*To do*: If a record contains a picture, leave the picture out and transcribe everything else exactly.

== == ==

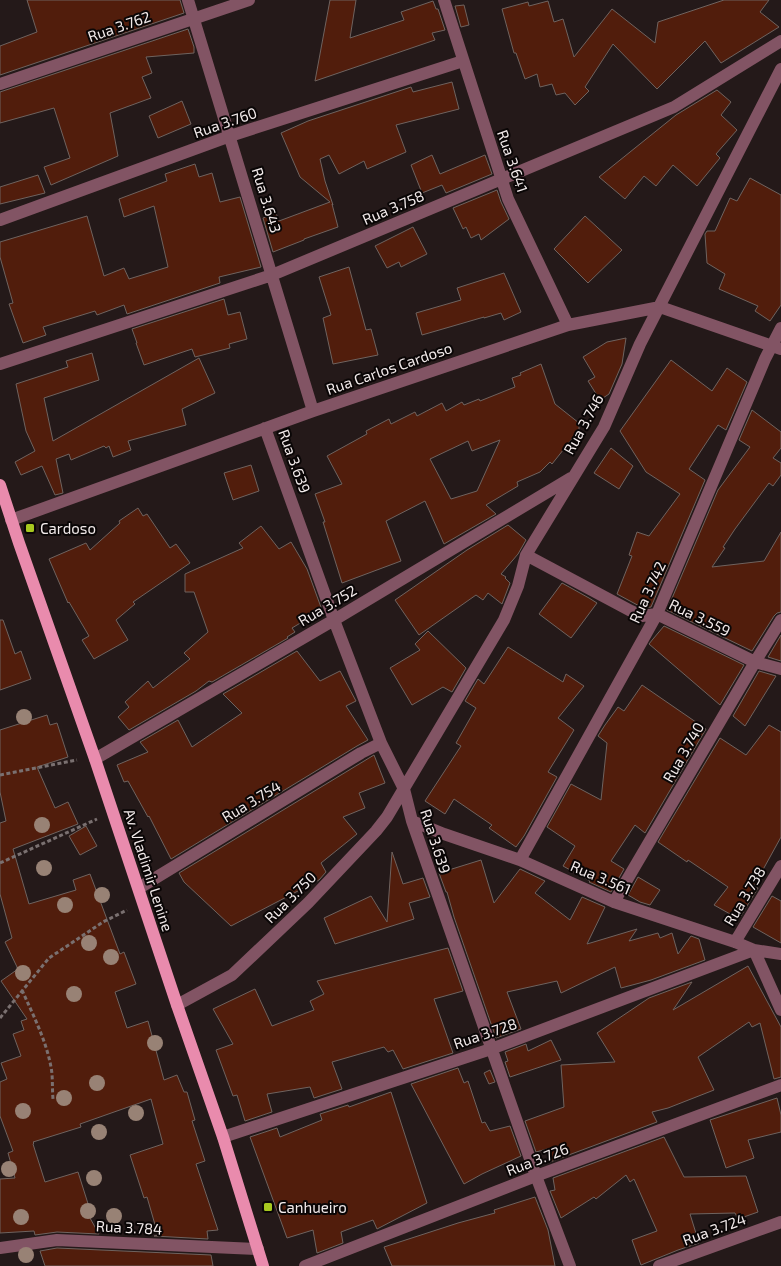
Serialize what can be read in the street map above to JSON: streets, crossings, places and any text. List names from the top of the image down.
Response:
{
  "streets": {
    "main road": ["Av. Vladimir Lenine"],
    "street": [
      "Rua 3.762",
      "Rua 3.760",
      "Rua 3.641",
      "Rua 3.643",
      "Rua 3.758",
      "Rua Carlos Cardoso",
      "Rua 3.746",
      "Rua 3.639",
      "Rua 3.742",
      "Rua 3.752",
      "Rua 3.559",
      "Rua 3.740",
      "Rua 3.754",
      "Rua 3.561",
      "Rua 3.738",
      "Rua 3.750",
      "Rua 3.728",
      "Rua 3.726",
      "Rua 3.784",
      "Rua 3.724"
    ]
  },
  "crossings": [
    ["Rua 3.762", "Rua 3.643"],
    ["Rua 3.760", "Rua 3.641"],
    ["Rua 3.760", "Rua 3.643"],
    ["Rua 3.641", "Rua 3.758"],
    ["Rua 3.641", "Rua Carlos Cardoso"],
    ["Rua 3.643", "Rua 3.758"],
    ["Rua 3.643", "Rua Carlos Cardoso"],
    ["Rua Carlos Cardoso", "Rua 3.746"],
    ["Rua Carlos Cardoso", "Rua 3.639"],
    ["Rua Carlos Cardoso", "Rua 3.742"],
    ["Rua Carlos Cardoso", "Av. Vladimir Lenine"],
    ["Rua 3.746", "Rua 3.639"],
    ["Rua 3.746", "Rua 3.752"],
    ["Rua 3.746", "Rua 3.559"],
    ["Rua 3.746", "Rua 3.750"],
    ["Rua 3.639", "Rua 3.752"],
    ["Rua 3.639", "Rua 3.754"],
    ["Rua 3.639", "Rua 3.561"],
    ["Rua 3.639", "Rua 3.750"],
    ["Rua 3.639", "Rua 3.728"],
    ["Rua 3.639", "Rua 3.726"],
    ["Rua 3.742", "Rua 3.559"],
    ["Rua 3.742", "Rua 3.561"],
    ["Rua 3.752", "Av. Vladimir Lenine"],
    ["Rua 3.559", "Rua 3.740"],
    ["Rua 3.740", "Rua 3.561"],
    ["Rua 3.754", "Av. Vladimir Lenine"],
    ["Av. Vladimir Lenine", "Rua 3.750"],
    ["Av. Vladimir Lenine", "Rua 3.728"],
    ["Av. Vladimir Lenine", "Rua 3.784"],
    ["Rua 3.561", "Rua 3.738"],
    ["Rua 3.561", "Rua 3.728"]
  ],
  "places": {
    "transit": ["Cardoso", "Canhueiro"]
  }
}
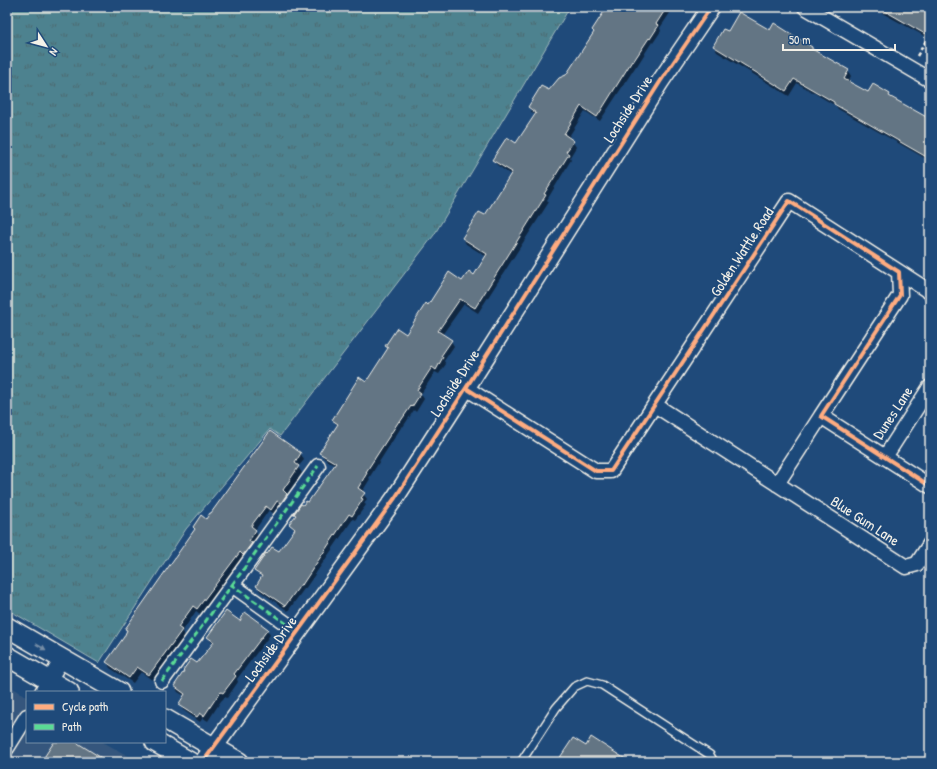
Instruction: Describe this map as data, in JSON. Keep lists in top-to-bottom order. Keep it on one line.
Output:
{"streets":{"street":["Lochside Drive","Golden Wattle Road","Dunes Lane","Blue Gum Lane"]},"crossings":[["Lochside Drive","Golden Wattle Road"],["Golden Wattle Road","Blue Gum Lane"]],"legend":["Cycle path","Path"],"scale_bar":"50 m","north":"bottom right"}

== == ==

*Written reply*:
Serialize what can be read in the street map above to JSON: streets, crossings, places and any text. List names from the top of the image down.
Response:
{
  "streets": {
    "main road": ["Av. Vladimir Lenine"],
    "street": [
      "Rua 3.762",
      "Rua 3.760",
      "Rua 3.641",
      "Rua 3.643",
      "Rua 3.758",
      "Rua Carlos Cardoso",
      "Rua 3.746",
      "Rua 3.639",
      "Rua 3.742",
      "Rua 3.752",
      "Rua 3.559",
      "Rua 3.740",
      "Rua 3.754",
      "Rua 3.561",
      "Rua 3.738",
      "Rua 3.750",
      "Rua 3.728",
      "Rua 3.726",
      "Rua 3.784",
      "Rua 3.724"
    ]
  },
  "crossings": [
    ["Rua 3.762", "Rua 3.643"],
    ["Rua 3.760", "Rua 3.641"],
    ["Rua 3.760", "Rua 3.643"],
    ["Rua 3.641", "Rua 3.758"],
    ["Rua 3.641", "Rua Carlos Cardoso"],
    ["Rua 3.643", "Rua 3.758"],
    ["Rua 3.643", "Rua Carlos Cardoso"],
    ["Rua Carlos Cardoso", "Rua 3.746"],
    ["Rua Carlos Cardoso", "Rua 3.639"],
    ["Rua Carlos Cardoso", "Rua 3.742"],
    ["Rua Carlos Cardoso", "Av. Vladimir Lenine"],
    ["Rua 3.746", "Rua 3.639"],
    ["Rua 3.746", "Rua 3.752"],
    ["Rua 3.746", "Rua 3.559"],
    ["Rua 3.746", "Rua 3.750"],
    ["Rua 3.639", "Rua 3.752"],
    ["Rua 3.639", "Rua 3.754"],
    ["Rua 3.639", "Rua 3.561"],
    ["Rua 3.639", "Rua 3.750"],
    ["Rua 3.639", "Rua 3.728"],
    ["Rua 3.639", "Rua 3.726"],
    ["Rua 3.742", "Rua 3.559"],
    ["Rua 3.742", "Rua 3.561"],
    ["Rua 3.752", "Av. Vladimir Lenine"],
    ["Rua 3.559", "Rua 3.740"],
    ["Rua 3.740", "Rua 3.561"],
    ["Rua 3.754", "Av. Vladimir Lenine"],
    ["Av. Vladimir Lenine", "Rua 3.750"],
    ["Av. Vladimir Lenine", "Rua 3.728"],
    ["Av. Vladimir Lenine", "Rua 3.784"],
    ["Rua 3.561", "Rua 3.738"],
    ["Rua 3.561", "Rua 3.728"]
  ],
  "places": {
    "transit": ["Cardoso", "Canhueiro"]
  }
}
Instruction: Describe this map as data, in JSON. Keep lists in top-to-bottom order. Keep it on one line.
Output:
{"streets":{"street":["Lochside Drive","Golden Wattle Road","Dunes Lane","Blue Gum Lane"]},"crossings":[["Lochside Drive","Golden Wattle Road"],["Golden Wattle Road","Blue Gum Lane"]],"legend":["Cycle path","Path"],"scale_bar":"50 m","north":"bottom right"}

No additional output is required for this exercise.